▸ Exercise goal
All lines between the one holding "<button>−</button>" and the end of the material below, both ends included, should be restated exactly.

▸ Information given
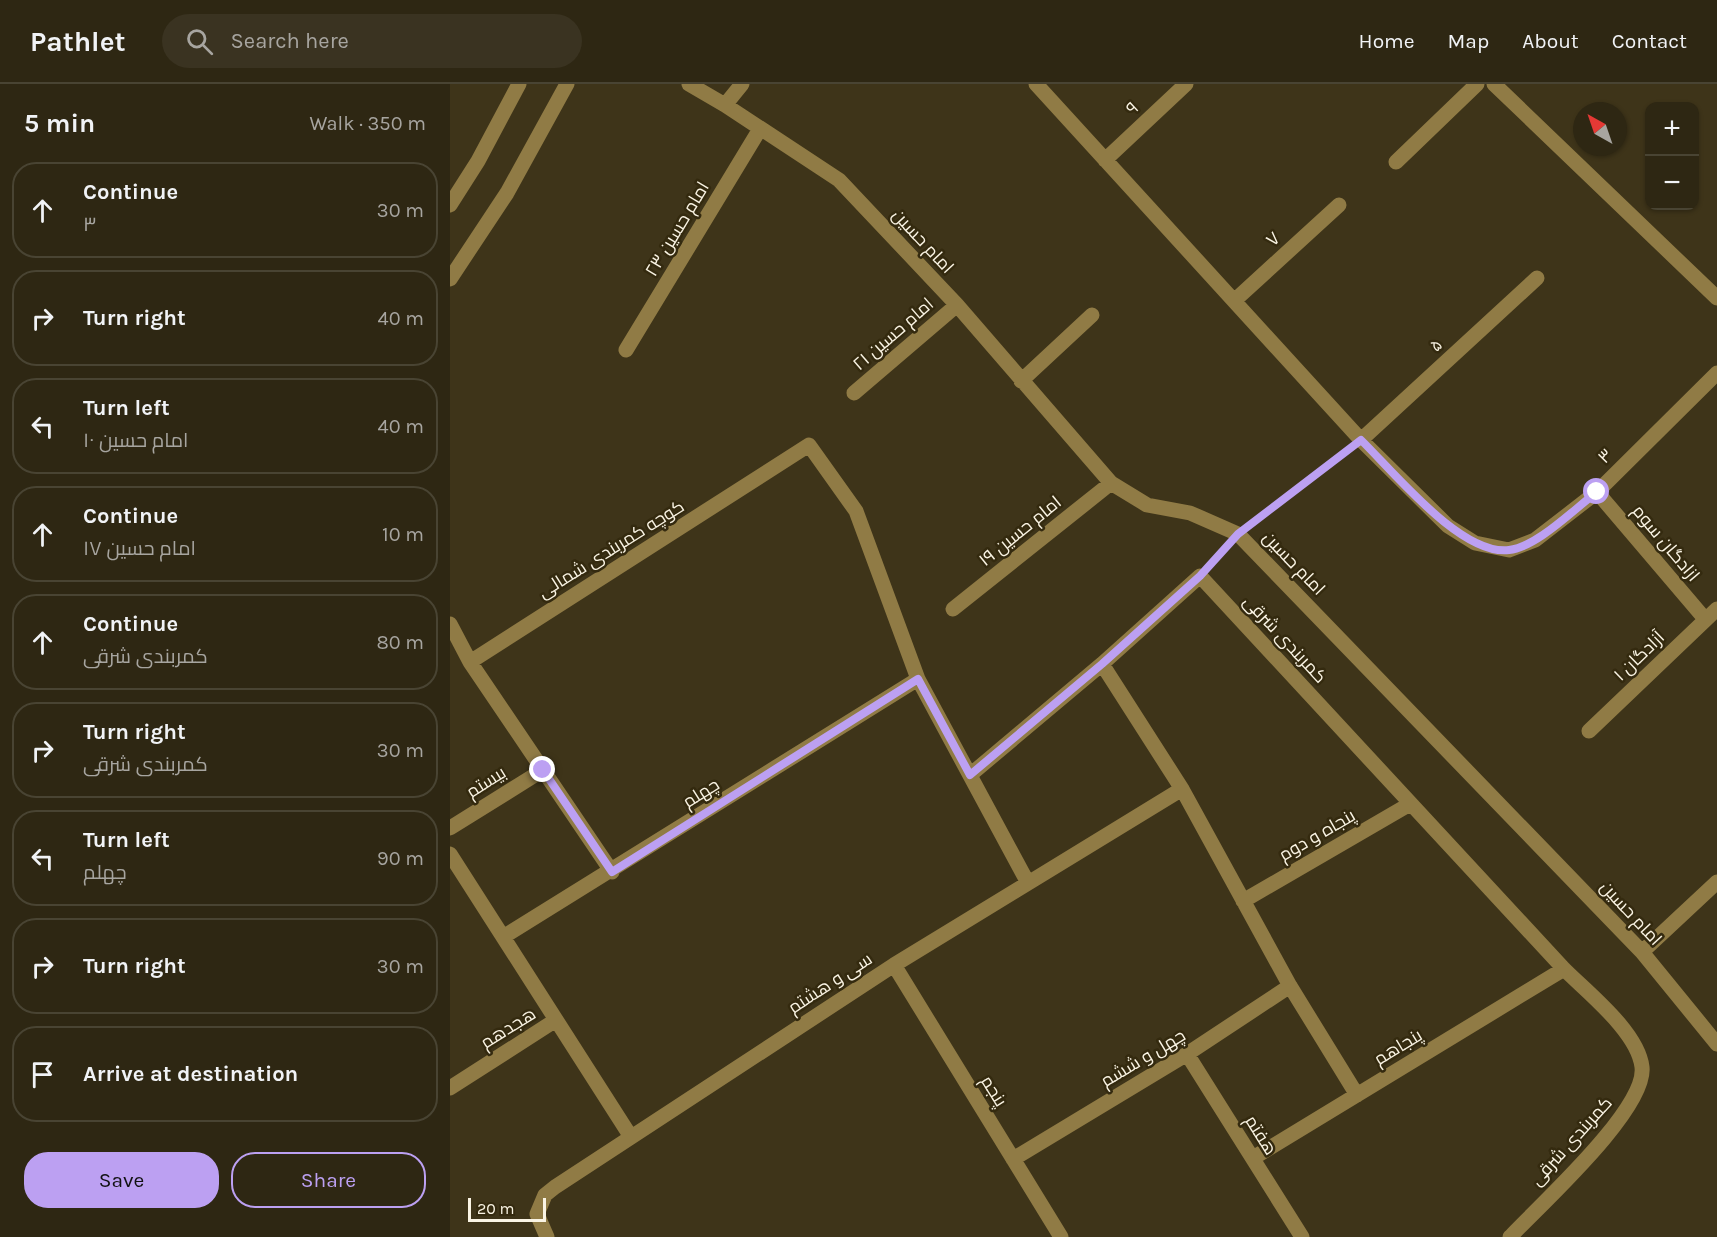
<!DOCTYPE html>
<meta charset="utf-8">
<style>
:root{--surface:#2e2713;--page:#3a3321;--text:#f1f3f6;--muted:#a7a5a0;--line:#494433;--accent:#bca0f2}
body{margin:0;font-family:Karla,Cairo,sans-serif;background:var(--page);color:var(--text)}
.controls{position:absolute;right:18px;top:18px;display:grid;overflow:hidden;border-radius:12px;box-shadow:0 2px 4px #0004}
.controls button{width:54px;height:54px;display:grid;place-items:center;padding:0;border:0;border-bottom:2px solid var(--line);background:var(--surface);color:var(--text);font:30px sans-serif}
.compass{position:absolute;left:1123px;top:18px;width:54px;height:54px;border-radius:50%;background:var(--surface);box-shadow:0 2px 4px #0004;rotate:320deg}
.scale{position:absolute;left:18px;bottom:15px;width:78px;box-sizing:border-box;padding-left:6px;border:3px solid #faf4e4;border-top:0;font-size:16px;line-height:21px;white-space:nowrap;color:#faf4e4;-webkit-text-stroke:4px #342a0f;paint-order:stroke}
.stop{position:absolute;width:18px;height:18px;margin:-14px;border:4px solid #bca0f2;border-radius:50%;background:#fff}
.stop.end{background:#bca0f2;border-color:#fff;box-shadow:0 2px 6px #0008}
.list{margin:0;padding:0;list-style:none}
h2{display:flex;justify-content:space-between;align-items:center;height:78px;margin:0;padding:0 24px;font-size:26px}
h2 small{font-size:20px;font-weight:400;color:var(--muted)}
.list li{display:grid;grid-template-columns:39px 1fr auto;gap:18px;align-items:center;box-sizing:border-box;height:96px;margin:0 12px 12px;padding:0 12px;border:2px solid var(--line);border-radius:24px}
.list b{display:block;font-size:22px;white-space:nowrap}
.list p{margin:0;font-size:20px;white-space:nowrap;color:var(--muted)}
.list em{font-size:20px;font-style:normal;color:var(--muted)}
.actions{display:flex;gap:12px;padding:18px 24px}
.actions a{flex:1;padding:14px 0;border:2px solid var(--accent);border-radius:24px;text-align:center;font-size:21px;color:var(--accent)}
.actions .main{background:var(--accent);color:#111}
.icon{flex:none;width:33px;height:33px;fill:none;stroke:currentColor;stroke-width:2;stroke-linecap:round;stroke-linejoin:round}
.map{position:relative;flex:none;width:1267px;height:1153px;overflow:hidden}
header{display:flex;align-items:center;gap:36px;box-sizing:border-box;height:84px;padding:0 30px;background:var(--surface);border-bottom:2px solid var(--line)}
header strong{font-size:28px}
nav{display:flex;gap:33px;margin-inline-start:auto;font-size:21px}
.search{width:420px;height:54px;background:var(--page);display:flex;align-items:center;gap:15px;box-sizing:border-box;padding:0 21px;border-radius:33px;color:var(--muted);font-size:22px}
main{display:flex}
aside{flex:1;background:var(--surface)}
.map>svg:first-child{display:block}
</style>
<header>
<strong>Pathlet</strong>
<div class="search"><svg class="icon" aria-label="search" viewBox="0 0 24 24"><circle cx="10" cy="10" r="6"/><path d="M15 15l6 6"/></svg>Search here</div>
<nav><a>Home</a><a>Map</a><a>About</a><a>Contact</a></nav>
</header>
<main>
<aside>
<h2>5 min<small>Walk · 350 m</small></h2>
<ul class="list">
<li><svg class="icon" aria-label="ahead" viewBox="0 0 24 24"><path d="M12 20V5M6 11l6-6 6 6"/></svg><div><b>Continue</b><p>۳</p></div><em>30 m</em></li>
<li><svg class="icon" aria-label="right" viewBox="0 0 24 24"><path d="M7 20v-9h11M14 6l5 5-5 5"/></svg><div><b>Turn right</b></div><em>40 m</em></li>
<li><svg class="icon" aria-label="left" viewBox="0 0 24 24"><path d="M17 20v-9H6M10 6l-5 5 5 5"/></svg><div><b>Turn left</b><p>امام حسین ۱۰</p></div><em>40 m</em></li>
<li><svg class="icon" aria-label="ahead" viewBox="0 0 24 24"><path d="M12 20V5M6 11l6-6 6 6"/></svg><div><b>Continue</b><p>امام حسین ۱۷</p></div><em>10 m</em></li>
<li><svg class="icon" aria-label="ahead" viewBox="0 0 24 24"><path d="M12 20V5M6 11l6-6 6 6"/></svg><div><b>Continue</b><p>کمربندی شرقی</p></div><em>80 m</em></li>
<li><svg class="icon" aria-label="right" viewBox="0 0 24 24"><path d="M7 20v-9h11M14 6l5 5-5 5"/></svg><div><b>Turn right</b><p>کمربندی شرقی</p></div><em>30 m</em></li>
<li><svg class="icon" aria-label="left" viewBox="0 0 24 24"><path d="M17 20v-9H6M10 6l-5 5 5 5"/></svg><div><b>Turn left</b><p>چهلم</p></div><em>90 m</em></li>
<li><svg class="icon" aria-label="right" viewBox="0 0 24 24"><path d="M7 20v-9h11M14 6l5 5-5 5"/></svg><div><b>Turn right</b></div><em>30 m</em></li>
<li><svg class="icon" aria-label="arrive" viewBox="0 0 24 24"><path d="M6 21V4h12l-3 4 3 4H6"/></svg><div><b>Arrive at destination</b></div></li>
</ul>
<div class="actions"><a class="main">Save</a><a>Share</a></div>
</aside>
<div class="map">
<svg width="1267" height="1153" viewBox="0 0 1267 1153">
<rect width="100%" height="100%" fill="#3e3419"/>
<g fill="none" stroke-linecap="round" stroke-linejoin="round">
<!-- path -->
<path stroke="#908771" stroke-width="4" stroke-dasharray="3 3" stroke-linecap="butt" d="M804,437L896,367
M764,477L775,464"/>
<!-- minor -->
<path stroke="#907b45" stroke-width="15" d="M239,0L275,21L389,96L507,221L661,399L697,421L740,429L788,450L1192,868L1267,960
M586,0L911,356L998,442L1025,459L1059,466L1085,456L1147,408L1267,289
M1044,0L1267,214
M275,21L292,0
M655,76L736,0
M946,78L1027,0
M0,121L28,77L69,0
M0,195L57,109L117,0
M784,217L889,121
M176,266L310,45
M571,297L642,231
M404,309L507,221
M911,356L1087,194
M1147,408L1255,535
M503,525L661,399
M0,540L20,578L162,788
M20,578L359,361L406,427L468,595L578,799
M652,580L732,705L840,902L907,1011
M1139,647L1267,525
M520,691L652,580L750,492L1114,885C1138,909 1188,948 1192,983C1197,1025 1090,1121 1060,1153
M0,744L93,686
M0,770L181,1053
M793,817L960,720
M53,853L468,595
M1192,868L1267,798
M444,881L611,1153
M737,970L852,1153
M0,1004L106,936
M803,1074L1114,885
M563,1075L737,970L840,902
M97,1153L87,1130L95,1111L105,1103L444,881L732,705"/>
</g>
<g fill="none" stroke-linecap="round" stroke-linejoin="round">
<!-- route -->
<path stroke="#bca0f2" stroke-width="8" d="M93,686L162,788L468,595L520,691L652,580L750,492L788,450L911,356C943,387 1011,472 1059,466C1087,463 1124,425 1147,408"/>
</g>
<g text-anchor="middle" stroke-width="5" stroke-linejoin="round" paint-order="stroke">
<!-- street labels -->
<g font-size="18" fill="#faf4e4" stroke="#342a0f">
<text transform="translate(682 24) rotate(-43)" y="6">۹</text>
<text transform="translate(227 145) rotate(-59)" y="6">امام حسین ۲۳</text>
<text transform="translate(823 155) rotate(-43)" y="6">۷</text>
<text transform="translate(473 157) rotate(47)" y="6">امام حسین</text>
<text transform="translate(443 250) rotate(-41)" y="6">امام حسین ۲۱</text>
<text transform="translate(986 261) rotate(-42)" y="6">۵</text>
<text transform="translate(1155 372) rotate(-45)" y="6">۳</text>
<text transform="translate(570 447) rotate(-39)" y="6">امام حسین ۱۹</text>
<text transform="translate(1216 459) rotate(50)" y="6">ازادگان سوم</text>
<text transform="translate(161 465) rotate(-32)" y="6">کوچه کمربندی شمالی</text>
<text transform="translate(844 479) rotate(46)" y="6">امام حسین</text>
<text transform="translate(835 555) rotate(47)" y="6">کمربندی شرقی</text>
<text transform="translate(1189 572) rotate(-44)" y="6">آزادگان ۱</text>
<text transform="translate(36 698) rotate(-32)" y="6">بیستم</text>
<text transform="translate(251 709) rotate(-32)" y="6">چهلم</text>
<text transform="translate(867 751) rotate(-30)" y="6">پنجاه و دوم</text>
<text transform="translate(1181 829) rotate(47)" y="6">امام حسین</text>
<text transform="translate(380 899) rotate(-33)" y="6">سی و هشتم</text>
<text transform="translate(58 944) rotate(-32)" y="6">هجدهم</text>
<text transform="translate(948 963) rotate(-31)" y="6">پنجاهم</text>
<text transform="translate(693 974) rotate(-31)" y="6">چهل و ششم</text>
<text transform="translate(544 1007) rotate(58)" y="6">پنجم</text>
<text transform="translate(811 1051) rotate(58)" y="6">هفتم</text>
<text transform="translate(1121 1057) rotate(-48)" y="6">کمربندی شرقی</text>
</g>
</g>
</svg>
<div class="controls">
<button>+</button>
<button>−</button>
</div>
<svg class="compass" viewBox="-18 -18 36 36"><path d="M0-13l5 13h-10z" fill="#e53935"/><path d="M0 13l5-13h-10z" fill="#a7a5a0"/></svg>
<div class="scale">20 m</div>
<div class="stop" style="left:1147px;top:408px"></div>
<div class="stop end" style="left:93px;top:686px"></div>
</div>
</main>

▸ Reply to the exercise
<button>−</button>
</div>
<svg class="compass" viewBox="-18 -18 36 36"><path d="M0-13l5 13h-10z" fill="#e53935"/><path d="M0 13l5-13h-10z" fill="#a7a5a0"/></svg>
<div class="scale">20 m</div>
<div class="stop" style="left:1147px;top:408px"></div>
<div class="stop end" style="left:93px;top:686px"></div>
</div>
</main>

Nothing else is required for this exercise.